Nazi Conspiracy & Aggression
Volume I Chapter IX
The Execution of the Plan to Invade Czechoslovakia<(Part 1 of 29)


A. Development of the Nazi Program of Aggression.

In the period 1933-1936 the conspirators had initiated a program of rearmament designed to give the Third Reich military strength and political bargaining power to be used against other nations. Furthermore, beginning in the year 1936 they had embarked on a preliminary program of expansion which, as it turned out, was to last until March 1939. This program was intended to shorten Germany's frontiers, to increase its industrial and food reserves, and to place it in a position, both industrially and strategically, from which the Nazis could launch a more ambitious and more devastating campaign of aggression. At the moment, in the early spring of 1938, when the Nazi conspirators first began to lay concrete plans for the conquest of Czechoslovakia they had reached approximately the halfway point in this preliminary program.

The preceding autumn, at the conference in the Reichs Chancellery on 5 November 1937, Hitler had set forth the program which Germany was to follow. The events of this conference are contained in the so-called Hossbach minutes. The question for Germany, as the Fuehrer had informed his military commanders at this meeting, is where the greatest possible conquest can be

[Page 516]

made at the lowest cost (386-PS). At the top of his agenda stood two countries: Austria and Czechoslovakia. On 12 March 1938 Austria was occupied by the German Army, and on the following day it was annexed to the Reich. The time had come for a redefinition of German intentions toward Czechoslovakia.

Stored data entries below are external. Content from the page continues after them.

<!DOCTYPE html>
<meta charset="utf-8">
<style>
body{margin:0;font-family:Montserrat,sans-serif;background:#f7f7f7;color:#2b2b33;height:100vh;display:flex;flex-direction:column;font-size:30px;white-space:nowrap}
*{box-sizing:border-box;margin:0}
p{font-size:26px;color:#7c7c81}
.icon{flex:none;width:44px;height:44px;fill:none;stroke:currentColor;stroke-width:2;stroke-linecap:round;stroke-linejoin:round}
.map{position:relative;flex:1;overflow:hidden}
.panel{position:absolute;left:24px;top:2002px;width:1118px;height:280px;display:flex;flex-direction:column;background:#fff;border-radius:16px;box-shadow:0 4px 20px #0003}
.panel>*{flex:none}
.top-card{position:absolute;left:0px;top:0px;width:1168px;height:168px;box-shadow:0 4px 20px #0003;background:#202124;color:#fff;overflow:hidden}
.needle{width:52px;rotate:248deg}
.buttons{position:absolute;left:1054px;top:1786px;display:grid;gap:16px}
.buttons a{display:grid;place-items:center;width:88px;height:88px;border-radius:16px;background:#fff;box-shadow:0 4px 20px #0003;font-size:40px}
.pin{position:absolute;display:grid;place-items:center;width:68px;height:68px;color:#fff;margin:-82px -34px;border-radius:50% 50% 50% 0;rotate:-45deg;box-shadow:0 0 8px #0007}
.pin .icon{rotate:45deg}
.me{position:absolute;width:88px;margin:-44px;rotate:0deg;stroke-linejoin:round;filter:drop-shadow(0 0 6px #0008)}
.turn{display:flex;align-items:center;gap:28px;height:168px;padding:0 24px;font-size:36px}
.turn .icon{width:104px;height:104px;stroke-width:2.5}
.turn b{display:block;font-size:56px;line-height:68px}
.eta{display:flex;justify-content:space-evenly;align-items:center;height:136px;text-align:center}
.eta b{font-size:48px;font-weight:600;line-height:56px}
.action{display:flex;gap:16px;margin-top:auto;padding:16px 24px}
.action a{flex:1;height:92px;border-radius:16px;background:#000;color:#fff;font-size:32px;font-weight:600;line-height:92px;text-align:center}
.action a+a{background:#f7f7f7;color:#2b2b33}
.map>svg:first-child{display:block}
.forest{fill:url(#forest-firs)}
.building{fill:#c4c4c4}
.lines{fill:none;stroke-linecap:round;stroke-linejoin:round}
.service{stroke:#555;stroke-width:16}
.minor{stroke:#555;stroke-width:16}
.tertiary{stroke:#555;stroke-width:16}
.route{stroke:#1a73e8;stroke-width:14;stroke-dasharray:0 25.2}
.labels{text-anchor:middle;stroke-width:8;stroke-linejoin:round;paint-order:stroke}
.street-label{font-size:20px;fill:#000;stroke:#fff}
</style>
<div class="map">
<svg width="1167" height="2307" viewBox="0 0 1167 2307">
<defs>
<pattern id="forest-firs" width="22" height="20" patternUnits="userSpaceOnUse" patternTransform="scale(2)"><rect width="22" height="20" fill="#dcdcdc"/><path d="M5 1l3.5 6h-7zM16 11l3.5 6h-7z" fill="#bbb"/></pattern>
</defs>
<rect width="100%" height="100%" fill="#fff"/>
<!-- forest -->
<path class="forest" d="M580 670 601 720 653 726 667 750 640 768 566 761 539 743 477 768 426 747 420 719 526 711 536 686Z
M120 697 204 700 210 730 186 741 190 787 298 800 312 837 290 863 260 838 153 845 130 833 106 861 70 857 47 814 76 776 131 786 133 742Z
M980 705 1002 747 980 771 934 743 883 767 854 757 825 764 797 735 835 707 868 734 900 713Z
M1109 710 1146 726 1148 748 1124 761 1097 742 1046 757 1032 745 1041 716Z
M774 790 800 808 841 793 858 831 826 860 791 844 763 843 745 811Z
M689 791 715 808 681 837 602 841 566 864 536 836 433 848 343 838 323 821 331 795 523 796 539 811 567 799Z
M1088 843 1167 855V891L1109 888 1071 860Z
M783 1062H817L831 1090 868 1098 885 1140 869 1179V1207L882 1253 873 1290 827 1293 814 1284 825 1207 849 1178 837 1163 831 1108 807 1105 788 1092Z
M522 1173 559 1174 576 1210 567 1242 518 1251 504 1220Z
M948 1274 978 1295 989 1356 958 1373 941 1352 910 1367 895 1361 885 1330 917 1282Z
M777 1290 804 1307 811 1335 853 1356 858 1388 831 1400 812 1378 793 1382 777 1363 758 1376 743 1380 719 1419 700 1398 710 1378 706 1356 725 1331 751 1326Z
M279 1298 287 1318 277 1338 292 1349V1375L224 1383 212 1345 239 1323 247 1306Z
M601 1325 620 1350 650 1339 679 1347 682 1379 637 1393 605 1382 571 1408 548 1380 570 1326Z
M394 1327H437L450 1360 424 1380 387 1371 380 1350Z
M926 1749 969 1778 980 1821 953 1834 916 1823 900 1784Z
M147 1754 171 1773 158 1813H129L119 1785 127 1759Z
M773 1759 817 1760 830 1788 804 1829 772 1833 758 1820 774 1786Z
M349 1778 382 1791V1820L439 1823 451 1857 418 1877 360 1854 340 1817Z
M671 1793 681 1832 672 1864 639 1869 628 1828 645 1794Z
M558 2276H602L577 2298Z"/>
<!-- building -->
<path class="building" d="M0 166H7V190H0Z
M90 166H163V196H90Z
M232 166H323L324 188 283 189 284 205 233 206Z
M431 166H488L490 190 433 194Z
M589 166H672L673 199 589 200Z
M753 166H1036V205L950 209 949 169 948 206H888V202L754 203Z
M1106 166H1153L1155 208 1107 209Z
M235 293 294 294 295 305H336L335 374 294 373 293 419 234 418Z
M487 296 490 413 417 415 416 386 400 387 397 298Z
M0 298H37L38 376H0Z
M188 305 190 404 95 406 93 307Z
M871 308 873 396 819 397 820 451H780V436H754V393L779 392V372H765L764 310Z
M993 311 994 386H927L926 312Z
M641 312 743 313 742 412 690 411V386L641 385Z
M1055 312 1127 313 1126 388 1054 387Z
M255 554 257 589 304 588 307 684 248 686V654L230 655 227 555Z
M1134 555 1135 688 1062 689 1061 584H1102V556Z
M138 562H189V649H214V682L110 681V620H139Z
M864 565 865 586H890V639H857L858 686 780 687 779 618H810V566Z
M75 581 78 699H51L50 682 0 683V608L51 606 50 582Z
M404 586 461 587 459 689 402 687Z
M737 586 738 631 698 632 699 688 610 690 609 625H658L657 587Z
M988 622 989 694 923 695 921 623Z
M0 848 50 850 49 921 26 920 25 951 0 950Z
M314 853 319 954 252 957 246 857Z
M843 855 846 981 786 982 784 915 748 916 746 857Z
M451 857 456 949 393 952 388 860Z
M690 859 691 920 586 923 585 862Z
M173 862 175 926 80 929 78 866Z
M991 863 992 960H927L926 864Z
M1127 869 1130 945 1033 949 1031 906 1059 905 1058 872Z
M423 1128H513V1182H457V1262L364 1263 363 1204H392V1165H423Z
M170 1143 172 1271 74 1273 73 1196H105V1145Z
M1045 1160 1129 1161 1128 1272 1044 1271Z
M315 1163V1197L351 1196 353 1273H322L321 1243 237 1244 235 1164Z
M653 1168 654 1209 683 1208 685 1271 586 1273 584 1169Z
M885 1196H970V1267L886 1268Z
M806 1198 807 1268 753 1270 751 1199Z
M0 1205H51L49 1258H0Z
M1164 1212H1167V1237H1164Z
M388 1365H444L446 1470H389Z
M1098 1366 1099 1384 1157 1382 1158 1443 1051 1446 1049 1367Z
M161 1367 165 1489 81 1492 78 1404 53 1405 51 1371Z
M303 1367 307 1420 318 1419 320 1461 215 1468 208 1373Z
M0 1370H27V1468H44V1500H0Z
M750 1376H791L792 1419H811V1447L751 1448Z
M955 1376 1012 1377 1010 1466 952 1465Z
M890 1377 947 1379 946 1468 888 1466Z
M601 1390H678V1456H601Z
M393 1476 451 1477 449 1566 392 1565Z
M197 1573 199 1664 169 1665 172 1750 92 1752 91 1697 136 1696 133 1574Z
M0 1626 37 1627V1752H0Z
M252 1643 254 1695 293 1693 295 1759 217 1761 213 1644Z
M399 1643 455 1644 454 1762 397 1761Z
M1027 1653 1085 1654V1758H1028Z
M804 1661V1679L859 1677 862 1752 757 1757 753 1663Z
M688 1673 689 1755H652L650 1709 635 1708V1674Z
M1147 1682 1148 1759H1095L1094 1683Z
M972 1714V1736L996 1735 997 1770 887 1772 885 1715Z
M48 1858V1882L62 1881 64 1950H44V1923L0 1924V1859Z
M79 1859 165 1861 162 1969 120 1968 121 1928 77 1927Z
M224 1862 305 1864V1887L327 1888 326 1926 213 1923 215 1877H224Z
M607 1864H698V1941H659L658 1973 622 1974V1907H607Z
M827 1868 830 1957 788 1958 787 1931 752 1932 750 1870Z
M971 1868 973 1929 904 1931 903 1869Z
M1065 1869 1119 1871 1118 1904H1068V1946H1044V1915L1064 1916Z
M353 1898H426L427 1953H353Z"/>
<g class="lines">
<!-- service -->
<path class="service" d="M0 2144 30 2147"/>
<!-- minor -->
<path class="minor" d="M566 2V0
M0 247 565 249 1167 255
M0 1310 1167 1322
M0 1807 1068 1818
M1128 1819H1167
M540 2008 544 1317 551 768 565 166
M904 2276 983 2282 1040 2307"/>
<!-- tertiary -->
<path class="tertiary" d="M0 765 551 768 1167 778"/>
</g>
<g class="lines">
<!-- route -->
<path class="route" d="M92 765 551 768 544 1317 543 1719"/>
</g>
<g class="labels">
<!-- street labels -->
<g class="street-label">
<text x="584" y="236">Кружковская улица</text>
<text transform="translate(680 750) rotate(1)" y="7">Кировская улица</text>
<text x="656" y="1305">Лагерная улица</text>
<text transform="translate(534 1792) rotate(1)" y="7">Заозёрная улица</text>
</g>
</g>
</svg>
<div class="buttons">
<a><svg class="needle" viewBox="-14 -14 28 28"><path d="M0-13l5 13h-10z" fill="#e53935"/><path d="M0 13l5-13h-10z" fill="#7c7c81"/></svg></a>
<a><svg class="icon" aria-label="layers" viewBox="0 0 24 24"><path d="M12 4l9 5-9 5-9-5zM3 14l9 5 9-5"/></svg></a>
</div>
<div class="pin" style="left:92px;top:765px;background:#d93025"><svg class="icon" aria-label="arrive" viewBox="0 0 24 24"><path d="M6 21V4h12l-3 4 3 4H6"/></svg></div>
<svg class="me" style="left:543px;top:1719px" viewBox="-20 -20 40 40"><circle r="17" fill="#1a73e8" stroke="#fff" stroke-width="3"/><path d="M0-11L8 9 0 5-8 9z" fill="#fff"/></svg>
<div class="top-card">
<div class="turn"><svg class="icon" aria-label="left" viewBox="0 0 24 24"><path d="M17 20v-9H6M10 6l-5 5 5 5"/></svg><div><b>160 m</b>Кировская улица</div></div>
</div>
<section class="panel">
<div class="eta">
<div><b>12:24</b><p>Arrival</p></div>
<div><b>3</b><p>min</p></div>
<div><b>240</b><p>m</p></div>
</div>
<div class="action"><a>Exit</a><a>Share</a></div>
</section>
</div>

A little more than a month later Hitler and Keitel met to discuss plans for the envelopment and conquest of the Czechoslovak State. On 22 April 1938, Hitler and Keitel discussed the pretexts which Germany might develop to serve as an excuse for a sudden and overwhelming attack. They considered the provocation of a period of diplomatic squabbling which, growing more serious, would lead to the excuse for war. In the alternative, and this alternative they found to be preferable, they planned to unleash a lightning attack as the result of an "incident" of their own creation. Consideration was given to the assassination of the German Ambassador at Prague to create the requisite incident. The necessity of propaganda to guide the conduct of Germans in Czechoslovakia and to intimidate the Czechs was recognized. Problems of transport and tactics were discussed with a view to overcoming all Czechoslovak resistance within four days, thus presenting the world with a fait accompli and forestalling outside intervention. (388- PS, Item 2)

Thus in mid-April 1938 the designs of the Nazi conspirators to conquer Czechoslovakia had already reached the stage of practical planning.